§ **WHAT IS BEING ASKED**:
When the line with "M 699,917 L 754,874" appears below, start repeating lines exactly, and keep going through the line with "M 786,1029 L"; add nothing outside that span.

===== RECORDS =====

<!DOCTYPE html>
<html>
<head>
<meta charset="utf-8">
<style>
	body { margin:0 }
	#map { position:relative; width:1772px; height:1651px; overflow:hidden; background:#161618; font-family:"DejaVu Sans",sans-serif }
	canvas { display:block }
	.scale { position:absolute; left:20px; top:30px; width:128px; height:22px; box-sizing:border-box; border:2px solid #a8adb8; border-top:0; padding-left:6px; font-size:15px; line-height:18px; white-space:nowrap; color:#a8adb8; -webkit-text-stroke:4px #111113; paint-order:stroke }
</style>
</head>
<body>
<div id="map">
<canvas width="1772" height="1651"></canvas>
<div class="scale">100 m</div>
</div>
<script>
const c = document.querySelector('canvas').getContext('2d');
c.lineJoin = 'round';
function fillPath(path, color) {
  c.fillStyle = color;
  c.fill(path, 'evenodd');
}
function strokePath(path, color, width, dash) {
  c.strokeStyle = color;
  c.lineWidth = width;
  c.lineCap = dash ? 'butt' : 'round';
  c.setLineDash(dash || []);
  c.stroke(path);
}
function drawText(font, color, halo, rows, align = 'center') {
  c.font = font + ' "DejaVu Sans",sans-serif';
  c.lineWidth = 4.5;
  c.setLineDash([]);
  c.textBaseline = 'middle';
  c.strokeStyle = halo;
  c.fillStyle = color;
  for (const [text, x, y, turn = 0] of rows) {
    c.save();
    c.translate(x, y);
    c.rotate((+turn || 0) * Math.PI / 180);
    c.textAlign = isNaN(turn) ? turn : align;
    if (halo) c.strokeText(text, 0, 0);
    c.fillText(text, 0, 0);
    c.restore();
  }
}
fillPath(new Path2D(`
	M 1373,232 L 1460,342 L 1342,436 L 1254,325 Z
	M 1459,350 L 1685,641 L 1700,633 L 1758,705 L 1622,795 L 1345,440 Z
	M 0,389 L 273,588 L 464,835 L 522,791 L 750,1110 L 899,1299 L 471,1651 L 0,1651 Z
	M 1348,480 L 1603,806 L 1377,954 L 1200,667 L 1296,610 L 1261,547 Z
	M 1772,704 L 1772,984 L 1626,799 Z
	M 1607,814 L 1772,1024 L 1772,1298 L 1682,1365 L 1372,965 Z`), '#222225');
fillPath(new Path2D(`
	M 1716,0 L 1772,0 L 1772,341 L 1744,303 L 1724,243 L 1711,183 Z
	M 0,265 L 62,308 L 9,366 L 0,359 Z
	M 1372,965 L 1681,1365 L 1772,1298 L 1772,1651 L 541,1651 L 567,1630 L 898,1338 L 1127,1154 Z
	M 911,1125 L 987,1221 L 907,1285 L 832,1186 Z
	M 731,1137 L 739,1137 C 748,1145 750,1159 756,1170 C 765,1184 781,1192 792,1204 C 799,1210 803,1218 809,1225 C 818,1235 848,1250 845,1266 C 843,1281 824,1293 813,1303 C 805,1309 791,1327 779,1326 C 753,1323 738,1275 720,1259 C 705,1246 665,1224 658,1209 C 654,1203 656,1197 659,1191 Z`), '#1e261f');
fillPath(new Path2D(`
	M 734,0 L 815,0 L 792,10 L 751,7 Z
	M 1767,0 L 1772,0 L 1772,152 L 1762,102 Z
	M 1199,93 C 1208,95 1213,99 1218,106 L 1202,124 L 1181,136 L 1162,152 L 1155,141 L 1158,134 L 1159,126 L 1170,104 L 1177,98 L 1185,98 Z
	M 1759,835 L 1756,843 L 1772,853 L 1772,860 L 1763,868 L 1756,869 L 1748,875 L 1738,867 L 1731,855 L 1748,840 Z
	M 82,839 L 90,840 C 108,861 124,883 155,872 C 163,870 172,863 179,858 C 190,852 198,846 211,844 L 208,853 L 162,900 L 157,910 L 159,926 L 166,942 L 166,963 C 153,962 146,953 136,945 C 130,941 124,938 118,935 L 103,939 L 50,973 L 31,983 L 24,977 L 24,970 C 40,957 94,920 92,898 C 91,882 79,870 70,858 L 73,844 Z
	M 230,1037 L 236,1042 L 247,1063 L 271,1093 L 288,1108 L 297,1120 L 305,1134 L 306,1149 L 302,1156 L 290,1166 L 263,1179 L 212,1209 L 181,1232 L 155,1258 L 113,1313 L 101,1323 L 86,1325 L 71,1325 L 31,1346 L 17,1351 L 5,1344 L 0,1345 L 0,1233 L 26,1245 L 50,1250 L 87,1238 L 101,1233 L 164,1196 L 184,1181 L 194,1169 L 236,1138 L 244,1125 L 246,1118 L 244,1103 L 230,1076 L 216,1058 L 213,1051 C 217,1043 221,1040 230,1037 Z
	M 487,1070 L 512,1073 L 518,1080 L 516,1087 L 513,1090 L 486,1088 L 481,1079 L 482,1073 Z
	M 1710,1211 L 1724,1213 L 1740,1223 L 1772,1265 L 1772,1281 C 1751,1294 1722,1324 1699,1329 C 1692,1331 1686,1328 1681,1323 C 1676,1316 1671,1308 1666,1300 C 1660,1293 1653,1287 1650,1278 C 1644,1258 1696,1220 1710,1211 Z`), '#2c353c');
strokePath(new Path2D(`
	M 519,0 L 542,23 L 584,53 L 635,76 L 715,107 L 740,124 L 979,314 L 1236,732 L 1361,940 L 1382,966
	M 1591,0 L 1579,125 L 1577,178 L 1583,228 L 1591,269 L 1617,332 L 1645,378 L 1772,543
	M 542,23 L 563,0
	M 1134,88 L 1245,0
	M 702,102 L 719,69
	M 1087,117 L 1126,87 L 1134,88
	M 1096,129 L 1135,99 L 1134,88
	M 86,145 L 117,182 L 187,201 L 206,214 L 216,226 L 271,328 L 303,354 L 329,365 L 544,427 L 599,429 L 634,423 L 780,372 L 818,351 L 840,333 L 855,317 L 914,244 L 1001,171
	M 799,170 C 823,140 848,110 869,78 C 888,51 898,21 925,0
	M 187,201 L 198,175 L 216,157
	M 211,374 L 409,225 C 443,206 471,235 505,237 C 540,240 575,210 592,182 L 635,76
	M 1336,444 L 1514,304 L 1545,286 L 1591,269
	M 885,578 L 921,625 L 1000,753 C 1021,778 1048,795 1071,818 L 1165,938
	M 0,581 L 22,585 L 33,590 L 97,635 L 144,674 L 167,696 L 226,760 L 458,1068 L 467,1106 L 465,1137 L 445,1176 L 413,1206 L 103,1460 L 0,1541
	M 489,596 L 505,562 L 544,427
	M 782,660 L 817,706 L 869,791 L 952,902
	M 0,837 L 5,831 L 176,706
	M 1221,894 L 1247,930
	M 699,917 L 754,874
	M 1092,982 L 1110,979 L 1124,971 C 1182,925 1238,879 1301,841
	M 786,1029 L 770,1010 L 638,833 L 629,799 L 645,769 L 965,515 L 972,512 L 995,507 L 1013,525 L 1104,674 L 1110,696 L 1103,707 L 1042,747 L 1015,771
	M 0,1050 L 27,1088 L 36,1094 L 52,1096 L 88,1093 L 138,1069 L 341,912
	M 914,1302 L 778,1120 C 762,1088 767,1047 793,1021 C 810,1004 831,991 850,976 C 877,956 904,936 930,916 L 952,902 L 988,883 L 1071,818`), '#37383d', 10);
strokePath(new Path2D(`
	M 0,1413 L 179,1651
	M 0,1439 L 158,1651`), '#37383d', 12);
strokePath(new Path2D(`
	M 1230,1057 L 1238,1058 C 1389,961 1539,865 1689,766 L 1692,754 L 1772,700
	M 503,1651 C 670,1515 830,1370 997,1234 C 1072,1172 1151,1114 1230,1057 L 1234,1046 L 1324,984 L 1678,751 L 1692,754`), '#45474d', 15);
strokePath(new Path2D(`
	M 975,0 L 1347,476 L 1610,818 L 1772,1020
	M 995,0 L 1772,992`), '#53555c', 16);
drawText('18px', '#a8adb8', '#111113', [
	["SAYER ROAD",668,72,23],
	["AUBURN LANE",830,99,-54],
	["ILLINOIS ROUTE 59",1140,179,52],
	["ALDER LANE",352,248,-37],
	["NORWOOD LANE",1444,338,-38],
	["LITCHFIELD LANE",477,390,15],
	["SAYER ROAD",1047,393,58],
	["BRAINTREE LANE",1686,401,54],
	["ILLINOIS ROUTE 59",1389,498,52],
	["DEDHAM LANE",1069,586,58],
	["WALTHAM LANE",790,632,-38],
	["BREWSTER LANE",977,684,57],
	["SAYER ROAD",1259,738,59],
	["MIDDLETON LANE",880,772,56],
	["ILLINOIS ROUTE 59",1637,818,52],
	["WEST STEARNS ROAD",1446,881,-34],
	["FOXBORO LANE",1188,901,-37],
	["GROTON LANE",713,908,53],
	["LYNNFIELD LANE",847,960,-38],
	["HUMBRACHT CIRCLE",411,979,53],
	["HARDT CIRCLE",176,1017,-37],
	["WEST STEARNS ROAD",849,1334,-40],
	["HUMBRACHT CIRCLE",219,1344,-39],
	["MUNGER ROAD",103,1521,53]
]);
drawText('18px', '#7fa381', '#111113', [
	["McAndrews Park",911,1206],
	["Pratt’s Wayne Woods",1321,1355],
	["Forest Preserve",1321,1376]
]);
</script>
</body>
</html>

=====

§ **SOLUTION TO THE EXERCISE**:
	M 699,917 L 754,874
	M 1092,982 L 1110,979 L 1124,971 C 1182,925 1238,879 1301,841
	M 786,1029 L 770,1010 L 638,833 L 629,799 L 645,769 L 965,515 L 972,512 L 995,507 L 1013,525 L 1104,674 L 1110,696 L 1103,707 L 1042,747 L 1015,771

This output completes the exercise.